Chroniques

par laurent bergnach

Claude Debussy
Pelléas et Mélisande

2 DVD Bel Air Classiques (2017)
BAC 144
Maxime Pascal joue Pelléas et Mélisande (1902) de Claude Debussy

Imaginé par Benjamin Lazar avant d’être filmé à Malmö (Suède) en mai 2016, ce Pelléas et Mélisande (1902) montre la volonté d’un équilibre entre un onirisme entretenu et des personnages « profondément incarnés, vibrants, tactiles et pourtant mystérieux ». Pour ce faire, la décoratrice Adeline Caron s’inspire du photographe Alessandro Imbriaco et du cinéaste Andreï Tarkovski et dresse une forêt omniprésente où se déchirent les membres d’une famille décadente, nimbés de l’aura proche et déjà fantasmatique des années soixante-dix (costumes d’Alain Blanchot). Nul mur n’empêchant l’osmose entre lieux naturels et domestiques, on peut ne pas adhérer à certaines scènes informes, notamment à l’Acte III où l’absence de tour gênera certains. Pourtant, l’idée d’une sorte de jeu de rôle, autour d’une balançoire où grimpe Mélisande, n’est pas sans poésie ni fondement puisque l’amour peut être évoqué sous couvert de mascarade.
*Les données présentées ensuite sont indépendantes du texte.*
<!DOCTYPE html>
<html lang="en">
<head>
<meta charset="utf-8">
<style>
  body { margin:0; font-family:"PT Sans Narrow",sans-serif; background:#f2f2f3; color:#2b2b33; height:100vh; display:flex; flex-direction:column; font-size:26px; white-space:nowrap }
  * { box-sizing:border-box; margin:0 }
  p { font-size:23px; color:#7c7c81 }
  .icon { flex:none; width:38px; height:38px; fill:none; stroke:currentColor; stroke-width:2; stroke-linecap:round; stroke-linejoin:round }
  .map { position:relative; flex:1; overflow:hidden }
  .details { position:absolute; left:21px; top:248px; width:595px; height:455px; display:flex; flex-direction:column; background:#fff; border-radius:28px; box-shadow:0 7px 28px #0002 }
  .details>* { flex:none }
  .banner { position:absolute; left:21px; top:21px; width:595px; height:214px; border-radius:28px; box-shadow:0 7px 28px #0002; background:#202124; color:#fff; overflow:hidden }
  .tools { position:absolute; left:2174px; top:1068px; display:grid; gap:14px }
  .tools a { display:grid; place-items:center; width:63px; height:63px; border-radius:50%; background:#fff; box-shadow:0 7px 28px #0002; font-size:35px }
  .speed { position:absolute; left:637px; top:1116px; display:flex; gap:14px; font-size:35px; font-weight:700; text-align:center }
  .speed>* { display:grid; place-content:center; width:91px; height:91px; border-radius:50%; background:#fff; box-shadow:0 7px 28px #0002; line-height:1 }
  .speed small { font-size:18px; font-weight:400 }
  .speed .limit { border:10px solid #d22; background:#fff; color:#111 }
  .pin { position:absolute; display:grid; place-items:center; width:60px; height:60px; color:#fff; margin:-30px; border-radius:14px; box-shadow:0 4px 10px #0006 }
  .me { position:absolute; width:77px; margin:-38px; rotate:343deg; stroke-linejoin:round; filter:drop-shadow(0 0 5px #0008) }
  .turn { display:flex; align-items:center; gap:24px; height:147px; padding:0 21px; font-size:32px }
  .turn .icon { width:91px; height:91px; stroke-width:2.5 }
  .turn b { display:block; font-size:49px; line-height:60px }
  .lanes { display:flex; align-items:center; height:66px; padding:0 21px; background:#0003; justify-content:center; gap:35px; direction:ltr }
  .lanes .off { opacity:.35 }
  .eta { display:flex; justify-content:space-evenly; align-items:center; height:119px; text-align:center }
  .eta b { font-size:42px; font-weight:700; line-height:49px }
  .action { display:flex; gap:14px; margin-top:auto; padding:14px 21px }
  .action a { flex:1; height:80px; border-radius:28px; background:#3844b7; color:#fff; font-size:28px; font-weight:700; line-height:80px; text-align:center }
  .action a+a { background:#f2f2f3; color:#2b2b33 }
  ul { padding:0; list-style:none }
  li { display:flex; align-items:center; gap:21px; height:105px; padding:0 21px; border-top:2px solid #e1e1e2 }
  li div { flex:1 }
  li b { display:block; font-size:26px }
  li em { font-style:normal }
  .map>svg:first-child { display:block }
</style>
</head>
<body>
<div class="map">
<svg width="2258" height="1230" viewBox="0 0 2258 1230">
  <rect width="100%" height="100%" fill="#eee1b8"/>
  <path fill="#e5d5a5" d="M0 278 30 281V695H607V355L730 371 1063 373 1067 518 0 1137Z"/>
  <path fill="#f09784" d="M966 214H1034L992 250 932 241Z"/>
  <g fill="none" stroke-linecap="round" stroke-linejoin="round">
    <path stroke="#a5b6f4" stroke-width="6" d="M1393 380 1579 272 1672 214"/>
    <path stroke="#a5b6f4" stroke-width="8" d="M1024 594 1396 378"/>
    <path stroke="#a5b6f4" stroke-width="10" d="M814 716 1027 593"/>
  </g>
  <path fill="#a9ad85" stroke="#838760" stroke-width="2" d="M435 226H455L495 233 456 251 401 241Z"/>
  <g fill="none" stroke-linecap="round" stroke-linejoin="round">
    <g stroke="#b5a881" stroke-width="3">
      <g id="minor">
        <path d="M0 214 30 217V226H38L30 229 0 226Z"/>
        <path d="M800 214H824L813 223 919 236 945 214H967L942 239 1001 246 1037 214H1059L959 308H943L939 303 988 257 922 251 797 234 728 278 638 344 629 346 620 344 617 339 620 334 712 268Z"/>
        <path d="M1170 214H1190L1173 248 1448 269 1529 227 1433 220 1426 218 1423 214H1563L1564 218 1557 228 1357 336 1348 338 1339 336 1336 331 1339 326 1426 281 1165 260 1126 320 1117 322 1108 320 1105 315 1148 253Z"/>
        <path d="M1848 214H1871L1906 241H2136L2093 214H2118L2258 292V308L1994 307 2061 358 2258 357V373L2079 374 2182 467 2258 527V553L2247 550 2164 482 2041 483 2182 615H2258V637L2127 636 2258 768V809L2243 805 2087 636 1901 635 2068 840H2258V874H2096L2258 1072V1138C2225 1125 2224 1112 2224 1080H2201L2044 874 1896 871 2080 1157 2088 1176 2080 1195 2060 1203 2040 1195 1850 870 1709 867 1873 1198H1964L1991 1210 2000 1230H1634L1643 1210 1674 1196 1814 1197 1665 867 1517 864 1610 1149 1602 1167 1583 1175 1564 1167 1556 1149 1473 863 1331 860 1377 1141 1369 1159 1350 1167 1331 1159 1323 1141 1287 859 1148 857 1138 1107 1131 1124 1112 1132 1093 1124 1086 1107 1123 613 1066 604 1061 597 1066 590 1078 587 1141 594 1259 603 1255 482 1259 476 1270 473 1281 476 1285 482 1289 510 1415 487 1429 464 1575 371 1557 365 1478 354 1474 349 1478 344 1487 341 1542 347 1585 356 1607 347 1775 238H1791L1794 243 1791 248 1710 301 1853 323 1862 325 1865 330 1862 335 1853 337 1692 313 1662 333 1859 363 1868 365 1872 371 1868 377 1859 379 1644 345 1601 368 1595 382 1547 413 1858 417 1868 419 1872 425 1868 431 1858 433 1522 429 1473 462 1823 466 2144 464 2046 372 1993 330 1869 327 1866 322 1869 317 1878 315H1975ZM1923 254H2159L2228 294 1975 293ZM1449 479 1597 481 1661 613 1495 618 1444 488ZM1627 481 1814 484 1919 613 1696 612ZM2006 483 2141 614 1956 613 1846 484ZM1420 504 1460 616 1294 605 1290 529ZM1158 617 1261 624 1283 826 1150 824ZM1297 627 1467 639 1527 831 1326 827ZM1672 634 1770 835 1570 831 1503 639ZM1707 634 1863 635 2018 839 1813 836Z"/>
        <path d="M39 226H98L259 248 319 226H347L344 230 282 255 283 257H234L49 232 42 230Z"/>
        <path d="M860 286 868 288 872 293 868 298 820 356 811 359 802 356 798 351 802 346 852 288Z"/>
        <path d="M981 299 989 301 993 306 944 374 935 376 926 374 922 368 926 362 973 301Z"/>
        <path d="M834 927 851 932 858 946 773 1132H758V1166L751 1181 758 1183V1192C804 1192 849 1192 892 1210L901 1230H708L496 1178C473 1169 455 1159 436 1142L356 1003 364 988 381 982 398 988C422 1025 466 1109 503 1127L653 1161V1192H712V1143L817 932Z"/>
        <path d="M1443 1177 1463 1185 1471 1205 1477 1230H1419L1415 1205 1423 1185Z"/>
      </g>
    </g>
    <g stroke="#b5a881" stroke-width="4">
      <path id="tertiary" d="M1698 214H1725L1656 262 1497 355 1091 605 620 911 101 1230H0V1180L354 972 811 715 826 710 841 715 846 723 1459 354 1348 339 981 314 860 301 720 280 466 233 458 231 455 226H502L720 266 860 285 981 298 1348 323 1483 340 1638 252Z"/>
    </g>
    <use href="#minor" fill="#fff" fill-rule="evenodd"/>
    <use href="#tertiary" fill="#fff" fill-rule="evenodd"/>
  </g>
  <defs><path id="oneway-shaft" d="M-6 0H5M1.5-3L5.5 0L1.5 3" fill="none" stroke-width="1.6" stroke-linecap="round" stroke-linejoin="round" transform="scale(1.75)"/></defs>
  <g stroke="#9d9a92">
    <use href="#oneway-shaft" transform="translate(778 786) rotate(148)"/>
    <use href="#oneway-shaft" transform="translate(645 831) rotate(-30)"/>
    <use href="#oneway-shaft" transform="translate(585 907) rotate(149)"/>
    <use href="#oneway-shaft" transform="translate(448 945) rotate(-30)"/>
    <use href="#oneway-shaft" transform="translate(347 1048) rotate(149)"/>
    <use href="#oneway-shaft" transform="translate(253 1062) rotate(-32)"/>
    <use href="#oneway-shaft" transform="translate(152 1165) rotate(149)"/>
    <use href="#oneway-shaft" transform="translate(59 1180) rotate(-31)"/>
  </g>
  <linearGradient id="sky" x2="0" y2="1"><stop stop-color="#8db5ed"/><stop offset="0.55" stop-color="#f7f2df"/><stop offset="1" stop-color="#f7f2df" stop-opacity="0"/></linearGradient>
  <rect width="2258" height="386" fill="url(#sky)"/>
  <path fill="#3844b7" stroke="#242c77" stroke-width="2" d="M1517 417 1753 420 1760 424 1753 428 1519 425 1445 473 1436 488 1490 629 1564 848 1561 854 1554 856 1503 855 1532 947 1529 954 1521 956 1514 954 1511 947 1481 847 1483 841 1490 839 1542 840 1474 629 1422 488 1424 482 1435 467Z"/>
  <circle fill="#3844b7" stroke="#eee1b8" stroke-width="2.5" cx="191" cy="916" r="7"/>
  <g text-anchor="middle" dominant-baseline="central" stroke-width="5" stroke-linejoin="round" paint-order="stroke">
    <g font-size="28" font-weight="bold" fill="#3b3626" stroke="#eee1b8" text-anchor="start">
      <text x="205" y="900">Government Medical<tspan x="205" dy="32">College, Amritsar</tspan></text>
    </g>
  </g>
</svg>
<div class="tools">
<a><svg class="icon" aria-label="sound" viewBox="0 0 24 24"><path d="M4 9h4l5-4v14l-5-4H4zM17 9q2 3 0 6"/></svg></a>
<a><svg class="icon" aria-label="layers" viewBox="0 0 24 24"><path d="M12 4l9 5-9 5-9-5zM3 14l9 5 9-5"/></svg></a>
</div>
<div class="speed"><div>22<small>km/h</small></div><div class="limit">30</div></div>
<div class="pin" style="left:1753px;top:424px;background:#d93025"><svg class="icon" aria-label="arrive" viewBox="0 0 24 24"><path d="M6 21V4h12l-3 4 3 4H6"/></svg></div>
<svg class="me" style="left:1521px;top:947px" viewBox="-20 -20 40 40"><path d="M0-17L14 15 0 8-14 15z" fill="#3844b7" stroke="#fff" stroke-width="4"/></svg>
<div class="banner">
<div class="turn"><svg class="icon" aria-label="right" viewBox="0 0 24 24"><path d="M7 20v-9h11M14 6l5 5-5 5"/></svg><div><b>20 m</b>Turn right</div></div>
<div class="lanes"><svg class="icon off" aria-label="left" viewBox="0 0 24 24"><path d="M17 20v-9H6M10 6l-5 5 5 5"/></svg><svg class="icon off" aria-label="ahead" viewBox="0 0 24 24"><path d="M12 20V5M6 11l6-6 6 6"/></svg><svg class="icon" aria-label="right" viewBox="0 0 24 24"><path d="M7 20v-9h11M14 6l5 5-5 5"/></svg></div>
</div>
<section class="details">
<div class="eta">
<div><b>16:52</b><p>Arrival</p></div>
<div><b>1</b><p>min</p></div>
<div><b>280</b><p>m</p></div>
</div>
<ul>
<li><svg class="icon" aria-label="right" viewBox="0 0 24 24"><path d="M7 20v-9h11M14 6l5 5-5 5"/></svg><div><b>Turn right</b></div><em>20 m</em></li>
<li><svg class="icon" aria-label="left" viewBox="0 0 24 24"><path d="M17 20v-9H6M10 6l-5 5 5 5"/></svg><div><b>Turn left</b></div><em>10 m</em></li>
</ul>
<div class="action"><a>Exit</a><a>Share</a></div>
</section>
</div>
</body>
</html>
Cette infiltration du prosaïque dans le conte remet en mémoire Pelléas : une trahison sociale au château (in Silences n°4, mai 1987), fort stimulante analyse de l’œuvre. Éclaireur émérite des sensibilités collectives [lire notre critique de l’ouvrage L’influence de la société sur la musique], Michel Faure y distingue l’obstination de déclassement de l’égarée (perte de la couronne, de l’anneau marital), celle à fuir un bourgeois terrifié par ce qui sape les fondements de la société (souterrains du château) pour se rapprocher d’un être sensible aux laissés-pour-compte. En définitive, la rivalité fratricide masque bien « une euphémisation traditionnelle de la guerre civile », la volonté d’occire le « sanglier populaire » poursuivi depuis plus d’un siècle.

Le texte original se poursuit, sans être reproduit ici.